XEE: XML Entity Attack (XXE)

Saurabh Sharma

XML entity attack, also known as Billion Laughs Attack, is a type of security vulnerability that exploits the way XML parsers handle entity expansion. It can lead to denial-of-service (DoS) attacks by overwhelming the system’s resources with excessive entity expansions.

History

The XML entity attack was first discovered and demonstrated in 2002 by David Kuhn, a researcher at Argonne National Laboratory. The attack was named “Billion Laughs Attack” due to the humorous nature of the XML payload used. The attack gained significant attention in the security community and exposed a vulnerability in XML parsers that had widespread implications.

Citations

  1. Kuhn, D. R. (2002). XML Denial of Service Attacks and Defenses. Proceedings of the 2002 IEEE Symposium on Security and Privacy, 2-15. DOI: 10.1109/SECPRI.2002.1004378

In his paper, Kuhn presented the concept of the XML entity attack and its potential impact on systems relying on XML parsing. He discussed the use of nested entity references to create an exponentially expanding XML document that overwhelms the parser, leading to resource exhaustion and potential system failure.

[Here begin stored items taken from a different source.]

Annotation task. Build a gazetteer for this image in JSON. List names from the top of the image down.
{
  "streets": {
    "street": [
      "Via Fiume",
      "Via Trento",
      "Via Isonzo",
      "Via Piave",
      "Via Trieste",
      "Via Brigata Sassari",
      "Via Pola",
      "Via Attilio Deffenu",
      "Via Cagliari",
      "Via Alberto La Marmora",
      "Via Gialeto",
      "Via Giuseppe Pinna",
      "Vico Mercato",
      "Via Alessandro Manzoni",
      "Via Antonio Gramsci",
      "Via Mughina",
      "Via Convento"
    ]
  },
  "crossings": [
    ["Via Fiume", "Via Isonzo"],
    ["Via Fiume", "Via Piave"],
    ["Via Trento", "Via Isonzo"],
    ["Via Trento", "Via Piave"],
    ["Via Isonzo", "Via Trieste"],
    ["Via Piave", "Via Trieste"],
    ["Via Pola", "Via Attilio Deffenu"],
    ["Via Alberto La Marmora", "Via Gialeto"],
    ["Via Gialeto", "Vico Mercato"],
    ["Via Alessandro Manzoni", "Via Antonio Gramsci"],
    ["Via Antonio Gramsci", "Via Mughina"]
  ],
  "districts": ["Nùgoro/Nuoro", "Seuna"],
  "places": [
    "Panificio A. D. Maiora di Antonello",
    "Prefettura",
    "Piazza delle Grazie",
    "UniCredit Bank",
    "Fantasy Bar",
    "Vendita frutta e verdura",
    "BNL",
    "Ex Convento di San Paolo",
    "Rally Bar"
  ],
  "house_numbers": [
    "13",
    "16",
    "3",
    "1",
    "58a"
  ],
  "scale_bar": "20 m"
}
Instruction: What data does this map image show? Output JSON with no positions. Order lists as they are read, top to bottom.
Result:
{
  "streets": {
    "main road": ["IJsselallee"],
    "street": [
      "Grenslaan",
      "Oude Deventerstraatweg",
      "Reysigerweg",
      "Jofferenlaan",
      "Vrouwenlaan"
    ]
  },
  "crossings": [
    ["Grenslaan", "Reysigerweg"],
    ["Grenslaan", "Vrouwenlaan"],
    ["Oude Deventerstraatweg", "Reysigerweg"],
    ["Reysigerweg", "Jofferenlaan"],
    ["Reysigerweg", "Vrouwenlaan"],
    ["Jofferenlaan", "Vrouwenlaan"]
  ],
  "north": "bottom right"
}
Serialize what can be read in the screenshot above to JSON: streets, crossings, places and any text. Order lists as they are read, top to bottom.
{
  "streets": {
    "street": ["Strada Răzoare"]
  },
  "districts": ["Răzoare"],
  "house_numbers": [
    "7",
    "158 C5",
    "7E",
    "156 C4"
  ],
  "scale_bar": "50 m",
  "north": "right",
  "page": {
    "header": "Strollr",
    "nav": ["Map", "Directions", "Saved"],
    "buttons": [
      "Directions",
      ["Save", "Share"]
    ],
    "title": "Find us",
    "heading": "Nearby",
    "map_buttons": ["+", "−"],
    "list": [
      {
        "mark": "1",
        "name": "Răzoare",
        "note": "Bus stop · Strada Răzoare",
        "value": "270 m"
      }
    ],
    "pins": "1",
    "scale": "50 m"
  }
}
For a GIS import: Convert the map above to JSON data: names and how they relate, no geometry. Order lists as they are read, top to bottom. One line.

The XML entity attack highlights the importance of secure XML parsing and the need for proper input validation and handling to mitigate such vulnerabilities.

OWASP definition

An XML External Entity attack is a type of attack against an application that parses XML input. This attack occurs when XML input containing a reference to an external entity is processed by a weakly configured XML parser. This attack may lead to the disclosure of confidential data, denial of service, server side request forgery, port scanning from the perspective of the machine where the parser is located, and other system impacts.

The XML 1.0 standard defines the structure of an XML document. The standard defines a concept called an entity, which is a storage unit of some type. There are a few different types of entities, external general/parameter parsed entity often shortened to external entity, that can access local or remote content via a declared system identifier.

The system identifier is assumed to be a URI that can be dereferenced (accessed) by the XML processor when processing the entity. The XML processor then replaces occurrences of the named external entity with the contents dereferenced by the system identifier. If the system identifier contains tainted data and the XML processor dereferences this tainted data, the XML processor may disclose confidential information normally not accessible by the application. Similar attack vectors apply the usage of external DTDs, external stylesheets, external schemas, etc. which, when included, allow similar external resource inclusion style attacks.
Attacks can include disclosing local files, which may contain sensitive data such as passwords or private user data, using file: schemes or relative paths in the system identifier. Since the attack occurs relative to the application processing the XML document, an attacker may use this trusted application to pivot to other internal systems, possibly disclosing other internal content via http(s) requests or launching a CSRF attack to any unprotected internal services. In some situations, an XML processor library that is vulnerable to client-side memory corruption issues may be exploited by dereferencing a malicious URI, possibly allowing arbitrary code execution under the application account. Other attacks can access local resources that may not stop returning data, possibly impacting application availability if too many threads or processes are not released.